### Exercise details
Gather every line in the records below that contains the word "TheoBroma".

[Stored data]
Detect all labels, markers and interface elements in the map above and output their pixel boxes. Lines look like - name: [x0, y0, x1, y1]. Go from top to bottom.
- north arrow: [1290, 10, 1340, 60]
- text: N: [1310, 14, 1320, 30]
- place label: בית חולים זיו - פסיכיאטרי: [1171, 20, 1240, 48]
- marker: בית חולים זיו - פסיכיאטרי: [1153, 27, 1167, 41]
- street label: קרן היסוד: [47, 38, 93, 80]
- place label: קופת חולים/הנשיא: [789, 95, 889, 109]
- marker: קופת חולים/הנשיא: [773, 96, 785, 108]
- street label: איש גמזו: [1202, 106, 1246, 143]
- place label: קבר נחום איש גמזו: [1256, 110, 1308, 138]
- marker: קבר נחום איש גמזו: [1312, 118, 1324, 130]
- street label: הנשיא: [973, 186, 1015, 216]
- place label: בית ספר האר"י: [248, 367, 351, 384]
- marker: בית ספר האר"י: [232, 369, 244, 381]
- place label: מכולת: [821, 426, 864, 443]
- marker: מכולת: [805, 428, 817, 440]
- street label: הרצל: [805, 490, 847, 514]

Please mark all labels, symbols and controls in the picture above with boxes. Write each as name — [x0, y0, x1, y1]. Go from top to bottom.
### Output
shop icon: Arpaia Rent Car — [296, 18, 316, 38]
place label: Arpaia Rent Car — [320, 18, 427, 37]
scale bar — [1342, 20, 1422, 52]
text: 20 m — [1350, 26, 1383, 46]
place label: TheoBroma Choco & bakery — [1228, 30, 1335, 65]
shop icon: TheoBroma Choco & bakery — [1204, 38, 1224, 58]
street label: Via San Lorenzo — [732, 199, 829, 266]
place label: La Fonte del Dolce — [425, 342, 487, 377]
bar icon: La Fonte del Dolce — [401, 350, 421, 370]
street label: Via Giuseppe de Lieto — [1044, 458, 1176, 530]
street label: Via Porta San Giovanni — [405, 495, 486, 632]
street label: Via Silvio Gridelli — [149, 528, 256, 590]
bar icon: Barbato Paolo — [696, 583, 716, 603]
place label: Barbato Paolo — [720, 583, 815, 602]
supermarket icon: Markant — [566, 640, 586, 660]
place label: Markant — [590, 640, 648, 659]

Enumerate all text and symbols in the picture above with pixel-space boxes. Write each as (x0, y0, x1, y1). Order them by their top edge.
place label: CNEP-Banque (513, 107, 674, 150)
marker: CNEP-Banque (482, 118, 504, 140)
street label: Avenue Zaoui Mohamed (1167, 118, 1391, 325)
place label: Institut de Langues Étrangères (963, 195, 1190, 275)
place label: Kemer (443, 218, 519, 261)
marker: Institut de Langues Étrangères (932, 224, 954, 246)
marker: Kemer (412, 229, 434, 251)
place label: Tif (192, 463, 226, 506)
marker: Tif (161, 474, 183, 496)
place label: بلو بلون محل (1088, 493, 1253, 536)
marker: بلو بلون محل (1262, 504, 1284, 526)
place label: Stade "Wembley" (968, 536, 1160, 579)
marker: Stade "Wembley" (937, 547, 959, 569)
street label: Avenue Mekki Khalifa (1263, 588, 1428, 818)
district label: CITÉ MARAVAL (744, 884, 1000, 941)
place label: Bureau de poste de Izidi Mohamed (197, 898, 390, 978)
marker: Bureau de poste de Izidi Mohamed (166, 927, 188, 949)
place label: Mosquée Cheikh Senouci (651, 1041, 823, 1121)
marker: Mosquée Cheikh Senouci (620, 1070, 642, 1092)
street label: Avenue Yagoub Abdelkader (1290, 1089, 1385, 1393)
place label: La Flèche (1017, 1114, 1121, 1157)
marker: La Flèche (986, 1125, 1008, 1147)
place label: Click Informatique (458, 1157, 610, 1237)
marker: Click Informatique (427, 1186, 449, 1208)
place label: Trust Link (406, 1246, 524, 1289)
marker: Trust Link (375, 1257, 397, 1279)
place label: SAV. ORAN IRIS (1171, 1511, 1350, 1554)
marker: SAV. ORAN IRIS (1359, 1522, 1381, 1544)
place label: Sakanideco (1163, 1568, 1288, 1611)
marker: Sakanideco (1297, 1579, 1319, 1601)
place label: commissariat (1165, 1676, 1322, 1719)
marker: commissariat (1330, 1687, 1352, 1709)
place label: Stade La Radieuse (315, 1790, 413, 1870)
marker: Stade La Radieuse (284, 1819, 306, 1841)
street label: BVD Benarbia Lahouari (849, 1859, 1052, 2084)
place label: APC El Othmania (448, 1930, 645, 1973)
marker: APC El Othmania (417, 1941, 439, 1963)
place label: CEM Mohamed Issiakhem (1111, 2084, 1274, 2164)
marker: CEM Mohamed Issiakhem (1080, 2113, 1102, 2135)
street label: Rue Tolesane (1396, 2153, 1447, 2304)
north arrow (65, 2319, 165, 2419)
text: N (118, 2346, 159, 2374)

### Result of the exercise
place label: TheoBroma Choco & bakery — [1228, 30, 1335, 65]
shop icon: TheoBroma Choco & bakery — [1204, 38, 1224, 58]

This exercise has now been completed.